- _What needs to be done_:
Copy the entries word for word. Keep the pictures out.

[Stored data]

-=-=-

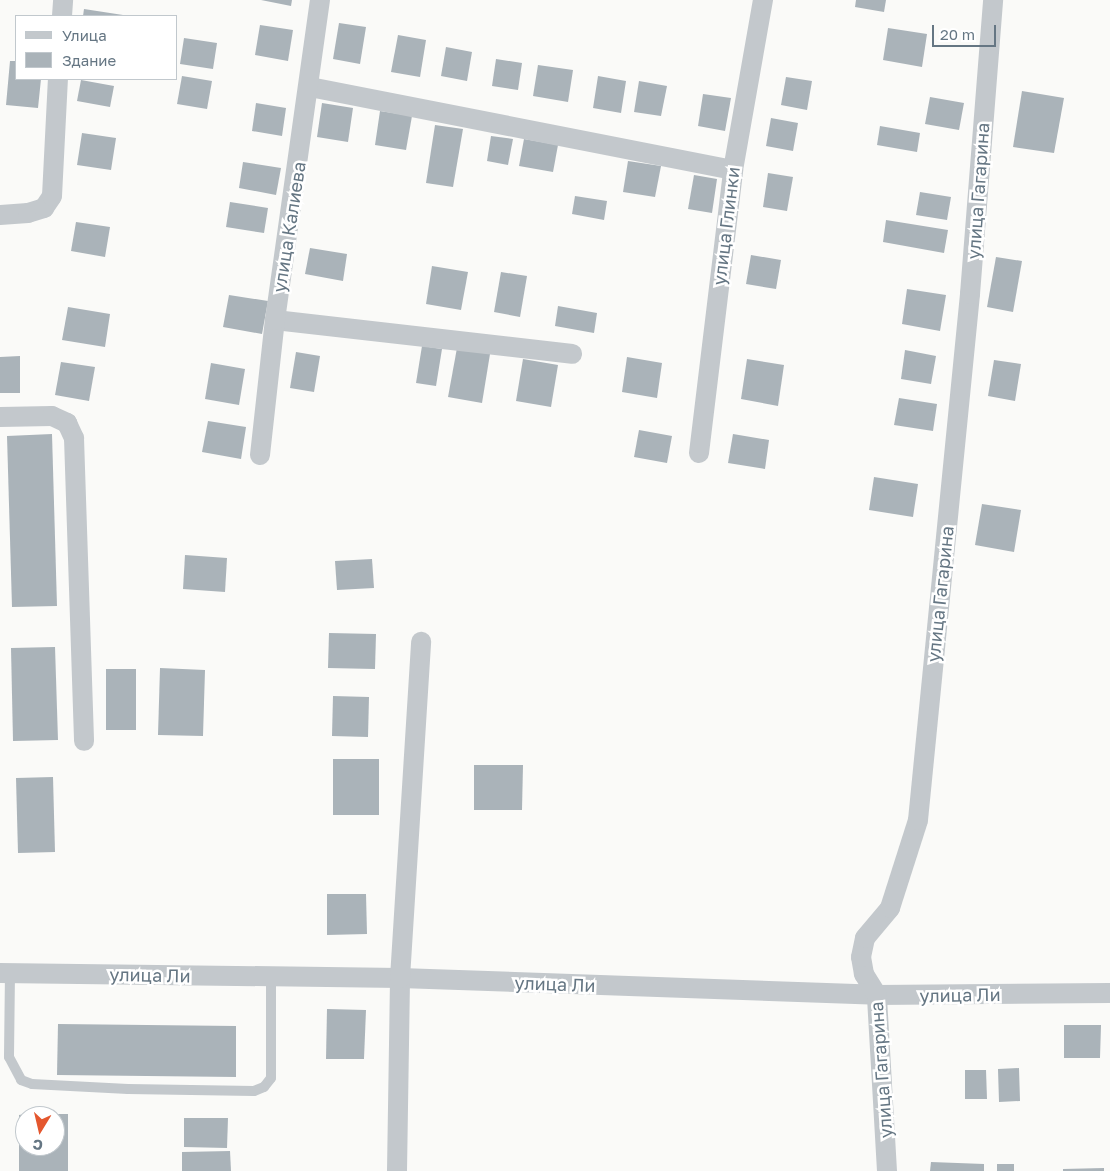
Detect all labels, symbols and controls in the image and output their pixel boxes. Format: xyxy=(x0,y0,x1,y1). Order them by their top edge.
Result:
legend xyxy=(15,15,178,80)
scale bar xyxy=(935,15,999,47)
text: 20 m xyxy=(940,25,975,43)
text: Улица xyxy=(62,26,107,44)
text: Здание xyxy=(62,51,116,69)
street label: улица Гагарина xyxy=(962,122,994,260)
street label: улица Калиева xyxy=(268,160,310,294)
street label: улица Глинки xyxy=(708,166,744,286)
street label: улица Гагарина xyxy=(922,525,958,663)
street label: улица Ли xyxy=(109,963,191,987)
street label: улица Ли xyxy=(514,972,596,996)
street label: улица Ли xyxy=(919,983,1001,1007)
street label: улица Гагарина xyxy=(865,1001,897,1139)
north arrow xyxy=(15,1106,65,1156)
text: С xyxy=(31,1136,44,1154)

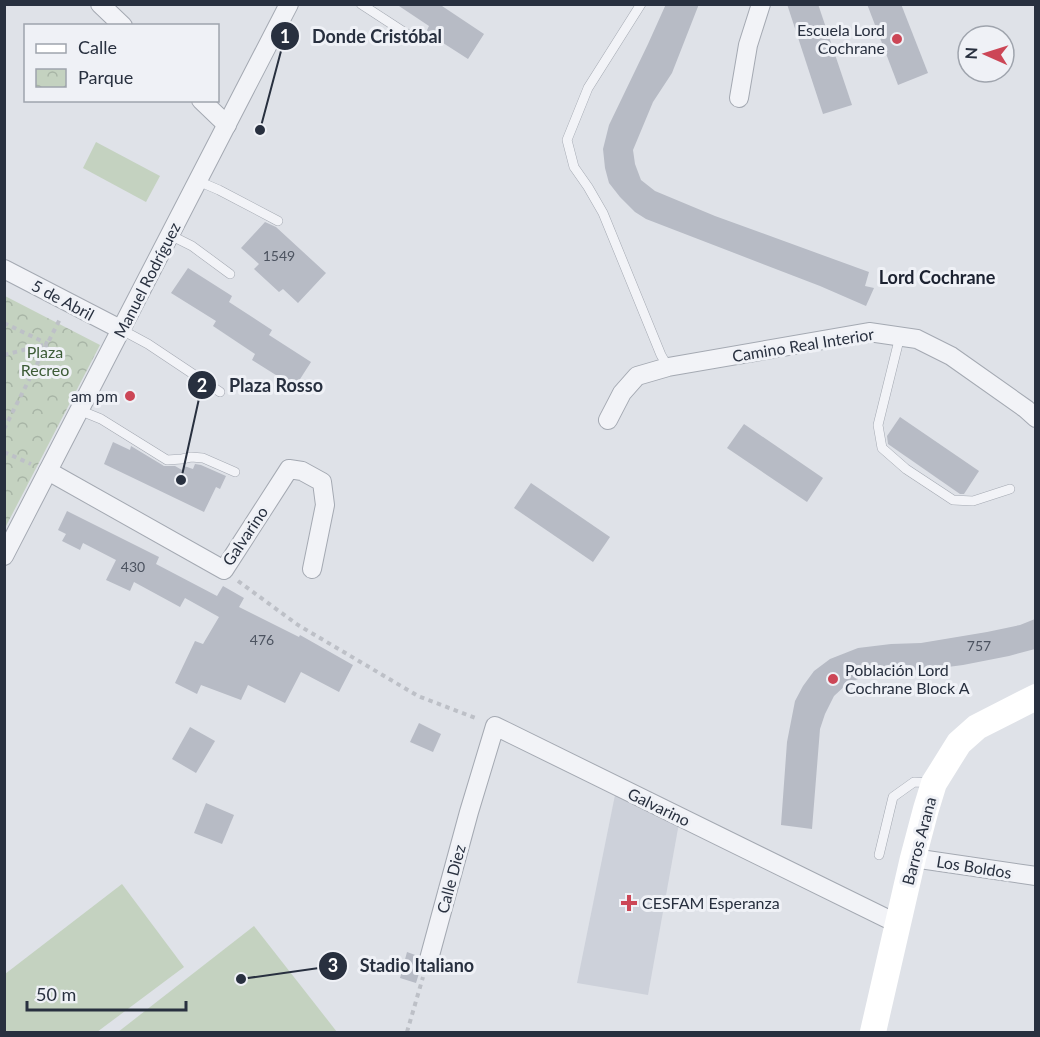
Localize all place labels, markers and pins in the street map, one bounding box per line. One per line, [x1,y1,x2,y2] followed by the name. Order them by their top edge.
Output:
[270,18,454,54] callout: Donde Cristóbal
[797,20,885,57] place label: Escuela Lord Cochrane
[890,32,904,46] marker: Escuela Lord Cochrane
[187,367,335,403] callout: Plaza Rosso
[71,386,118,405] place label: am pm
[123,389,137,403] marker: am pm
[845,660,970,697] place label: Población Lord Cochrane Block A
[826,672,840,686] marker: Población Lord Cochrane Block A
[642,893,780,912] place label: CESFAM Esperanza
[620,894,638,912] marker: CESFAM Esperanza
[318,948,487,984] callout: Stadio Italiano

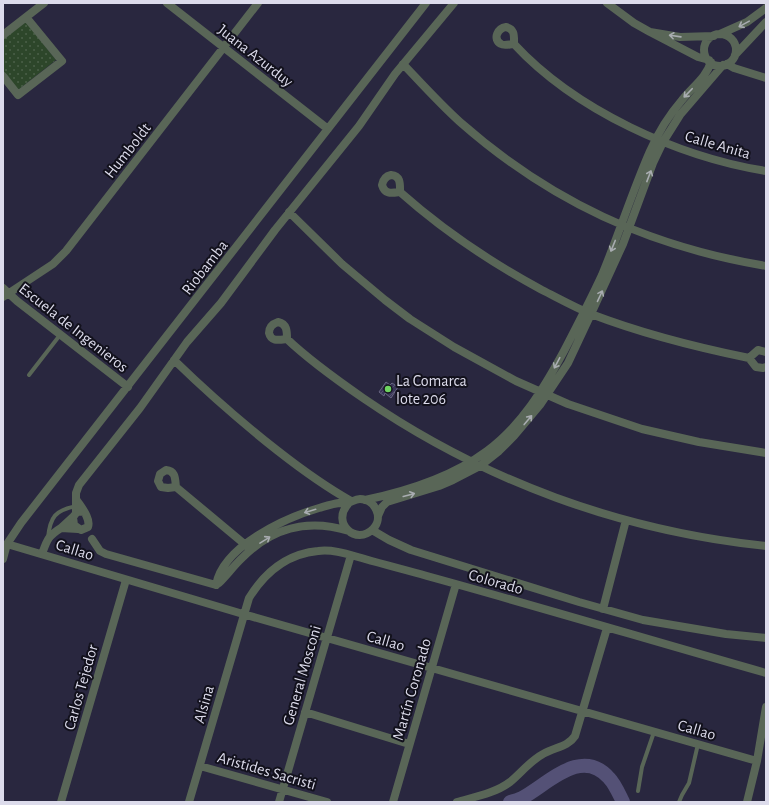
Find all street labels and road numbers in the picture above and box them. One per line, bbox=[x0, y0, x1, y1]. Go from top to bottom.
street label: Juana Azurduy bbox=[214, 22, 296, 91]
street label: Humboldt bbox=[101, 120, 154, 181]
street label: Calle Anita bbox=[683, 128, 752, 162]
street label: Riobamba bbox=[179, 237, 231, 298]
street label: Escuela de Ingenieros bbox=[16, 280, 131, 375]
street label: Callao bbox=[54, 537, 96, 563]
street label: Colorado bbox=[467, 567, 525, 597]
street label: General Mosconi bbox=[280, 623, 324, 727]
street label: Callao bbox=[365, 628, 407, 654]
street label: Martín Coronado bbox=[390, 636, 434, 742]
street label: Carlos Tejedor bbox=[61, 642, 102, 732]
street label: Alsina bbox=[191, 683, 217, 725]
street label: Callao bbox=[676, 717, 718, 743]
street label: Aristides Sacristi bbox=[216, 749, 318, 793]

-=-=-

- _Result of this exercise_:
Detect all labels, symbols and controls in the image and output their pixel boxes. Format: xyxy=(x0,y0,x1,y1). Order them by their top edge.
Result:
legend xyxy=(15,15,178,80)
scale bar xyxy=(935,15,999,47)
text: 20 m xyxy=(940,25,975,43)
text: Улица xyxy=(62,26,107,44)
text: Здание xyxy=(62,51,116,69)
street label: улица Гагарина xyxy=(962,122,994,260)
street label: улица Калиева xyxy=(268,160,310,294)
street label: улица Глинки xyxy=(708,166,744,286)
street label: улица Гагарина xyxy=(922,525,958,663)
street label: улица Ли xyxy=(109,963,191,987)
street label: улица Ли xyxy=(514,972,596,996)
street label: улица Ли xyxy=(919,983,1001,1007)
street label: улица Гагарина xyxy=(865,1001,897,1139)
north arrow xyxy=(15,1106,65,1156)
text: С xyxy=(31,1136,44,1154)

Localize all place labels, markers and pins in the street map, one bounding box per line. One per line, [x1,y1,x2,y2] followed by the name. Order them by their top edge.
Output:
[270,18,454,54] callout: Donde Cristóbal
[797,20,885,57] place label: Escuela Lord Cochrane
[890,32,904,46] marker: Escuela Lord Cochrane
[187,367,335,403] callout: Plaza Rosso
[71,386,118,405] place label: am pm
[123,389,137,403] marker: am pm
[845,660,970,697] place label: Población Lord Cochrane Block A
[826,672,840,686] marker: Población Lord Cochrane Block A
[642,893,780,912] place label: CESFAM Esperanza
[620,894,638,912] marker: CESFAM Esperanza
[318,948,487,984] callout: Stadio Italiano

Find all street labels and road numbers in the picture above and box them. One per line, bbox=[x0, y0, x1, y1]. Go from top to bottom.
street label: Juana Azurduy bbox=[214, 22, 296, 91]
street label: Humboldt bbox=[101, 120, 154, 181]
street label: Calle Anita bbox=[683, 128, 752, 162]
street label: Riobamba bbox=[179, 237, 231, 298]
street label: Escuela de Ingenieros bbox=[16, 280, 131, 375]
street label: Callao bbox=[54, 537, 96, 563]
street label: Colorado bbox=[467, 567, 525, 597]
street label: General Mosconi bbox=[280, 623, 324, 727]
street label: Callao bbox=[365, 628, 407, 654]
street label: Martín Coronado bbox=[390, 636, 434, 742]
street label: Carlos Tejedor bbox=[61, 642, 102, 732]
street label: Alsina bbox=[191, 683, 217, 725]
street label: Callao bbox=[676, 717, 718, 743]
street label: Aristides Sacristi bbox=[216, 749, 318, 793]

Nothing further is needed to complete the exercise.